- How to complete this task:
Reproduce the listing below exactly, minus its pictures.

- The data:
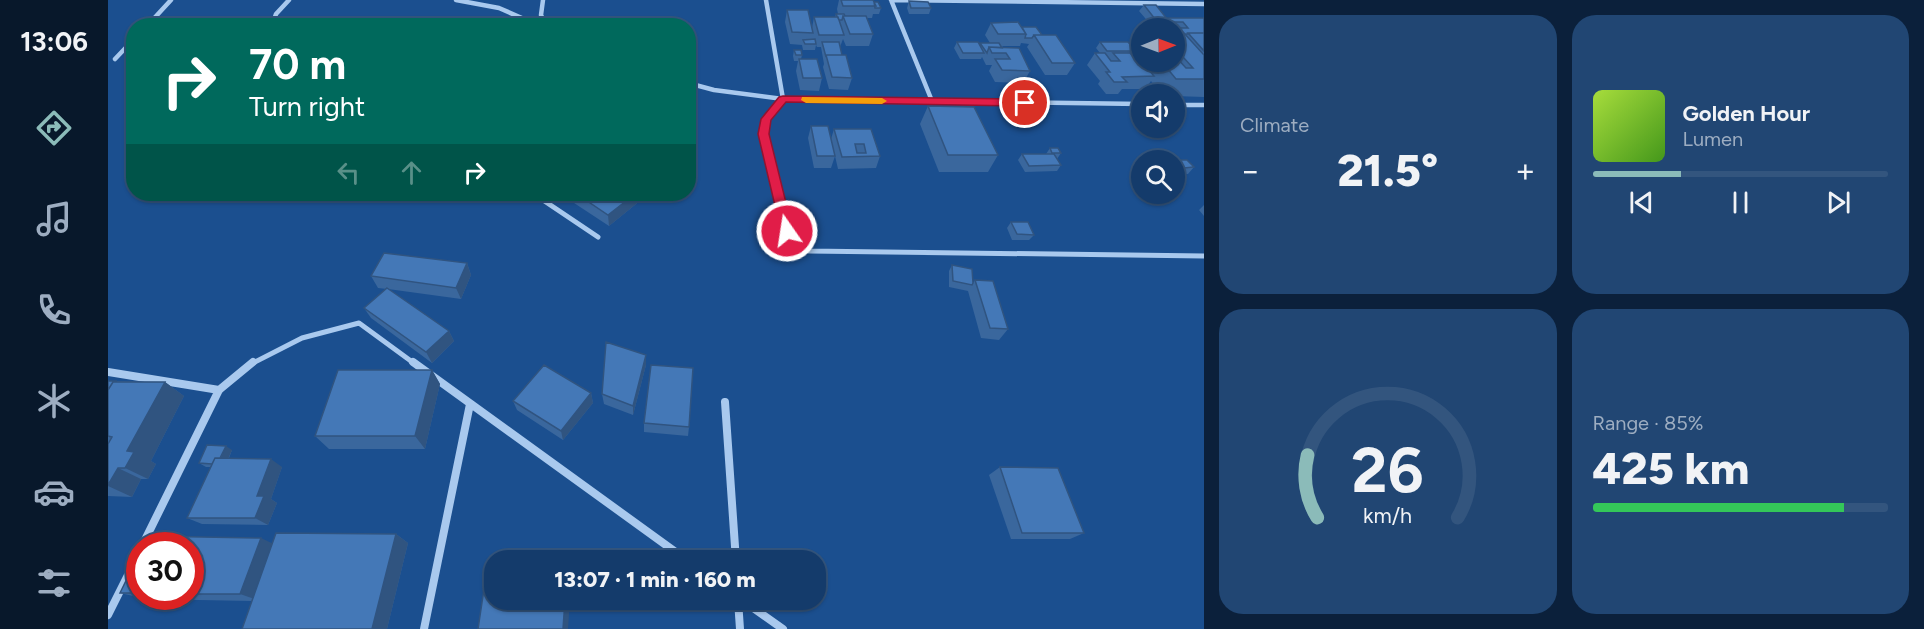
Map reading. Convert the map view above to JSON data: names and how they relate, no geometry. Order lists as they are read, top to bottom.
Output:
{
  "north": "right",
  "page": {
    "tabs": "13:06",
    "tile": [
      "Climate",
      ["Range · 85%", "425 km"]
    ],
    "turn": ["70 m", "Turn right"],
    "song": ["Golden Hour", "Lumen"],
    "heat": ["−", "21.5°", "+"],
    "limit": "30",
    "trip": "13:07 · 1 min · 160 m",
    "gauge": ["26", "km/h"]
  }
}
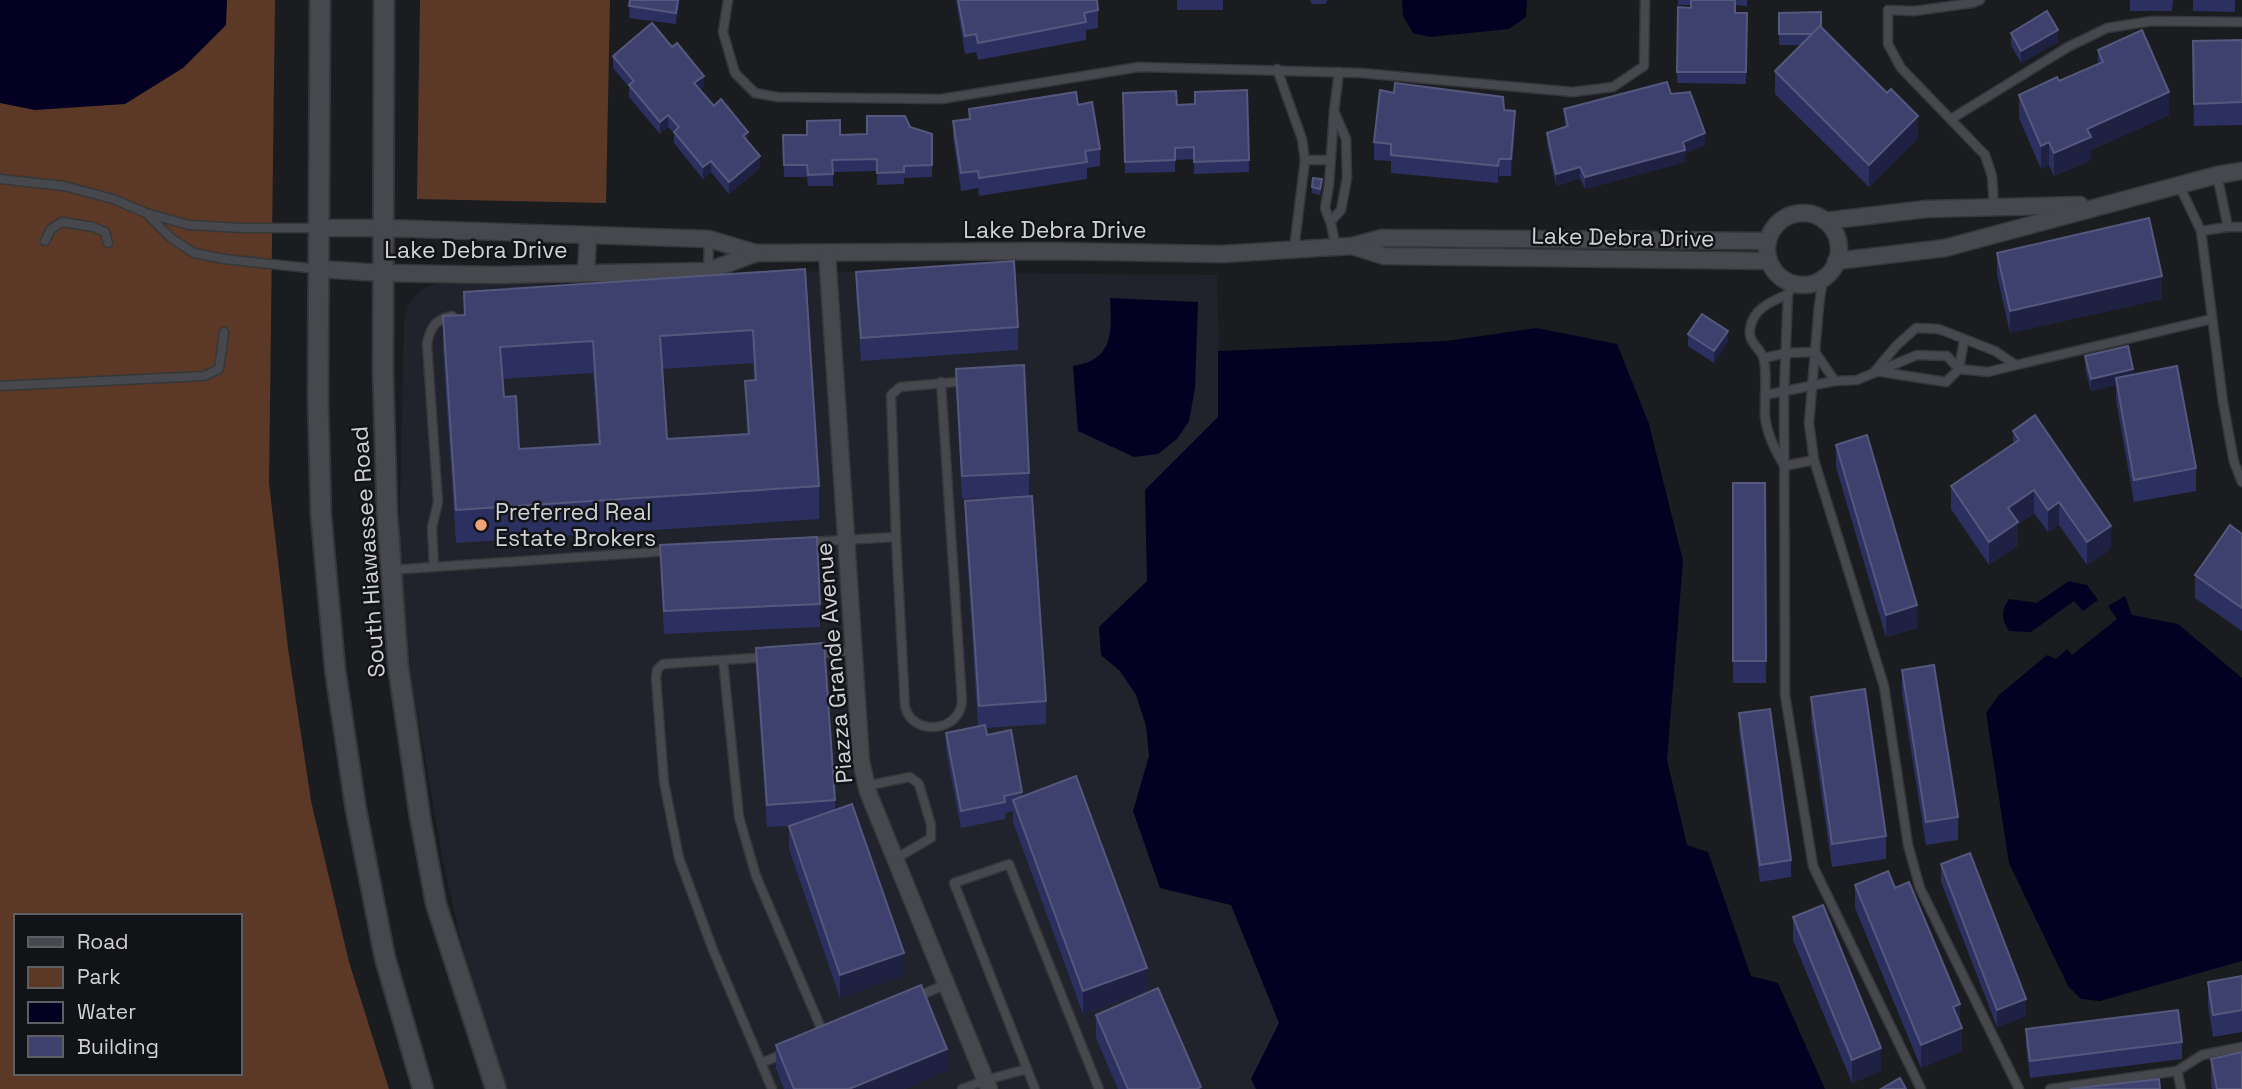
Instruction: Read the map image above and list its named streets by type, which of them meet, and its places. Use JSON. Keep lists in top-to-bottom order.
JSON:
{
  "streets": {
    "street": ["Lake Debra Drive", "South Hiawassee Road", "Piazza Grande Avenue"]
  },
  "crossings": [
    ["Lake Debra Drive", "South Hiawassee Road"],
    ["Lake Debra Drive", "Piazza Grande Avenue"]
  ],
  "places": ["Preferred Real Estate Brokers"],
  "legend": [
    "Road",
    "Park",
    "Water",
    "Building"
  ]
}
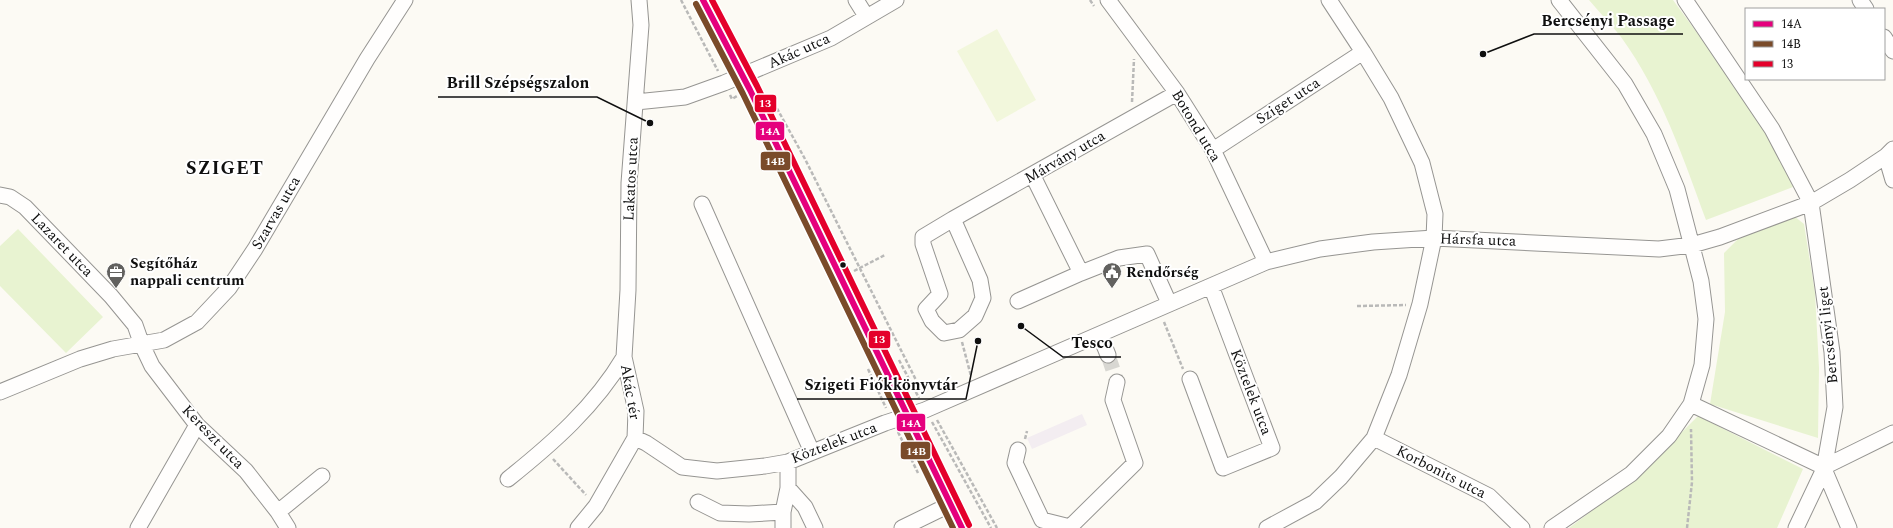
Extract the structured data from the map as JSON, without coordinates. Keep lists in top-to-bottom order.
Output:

- Final answer:
Map reading. Convert the map view above to JSON data: names and how they relate, no geometry. Order lists as they are read, top to bottom.
Output:
{
  "north": "right",
  "page": {
    "tabs": "13:06",
    "tile": [
      "Climate",
      ["Range · 85%", "425 km"]
    ],
    "turn": ["70 m", "Turn right"],
    "song": ["Golden Hour", "Lumen"],
    "heat": ["−", "21.5°", "+"],
    "limit": "30",
    "trip": "13:07 · 1 min · 160 m",
    "gauge": ["26", "km/h"]
  }
}
Instruction: Read the map image above and list its named streets by type, which of them meet, and its places. Use JSON. Keep lists in top-to-bottom order.
JSON:
{
  "streets": {
    "street": ["Lake Debra Drive", "South Hiawassee Road", "Piazza Grande Avenue"]
  },
  "crossings": [
    ["Lake Debra Drive", "South Hiawassee Road"],
    ["Lake Debra Drive", "Piazza Grande Avenue"]
  ],
  "places": ["Preferred Real Estate Brokers"],
  "legend": [
    "Road",
    "Park",
    "Water",
    "Building"
  ]
}
Extract the structured data from the map as JSON, without coordinates. Keep lists in top-to-bottom order.
Output:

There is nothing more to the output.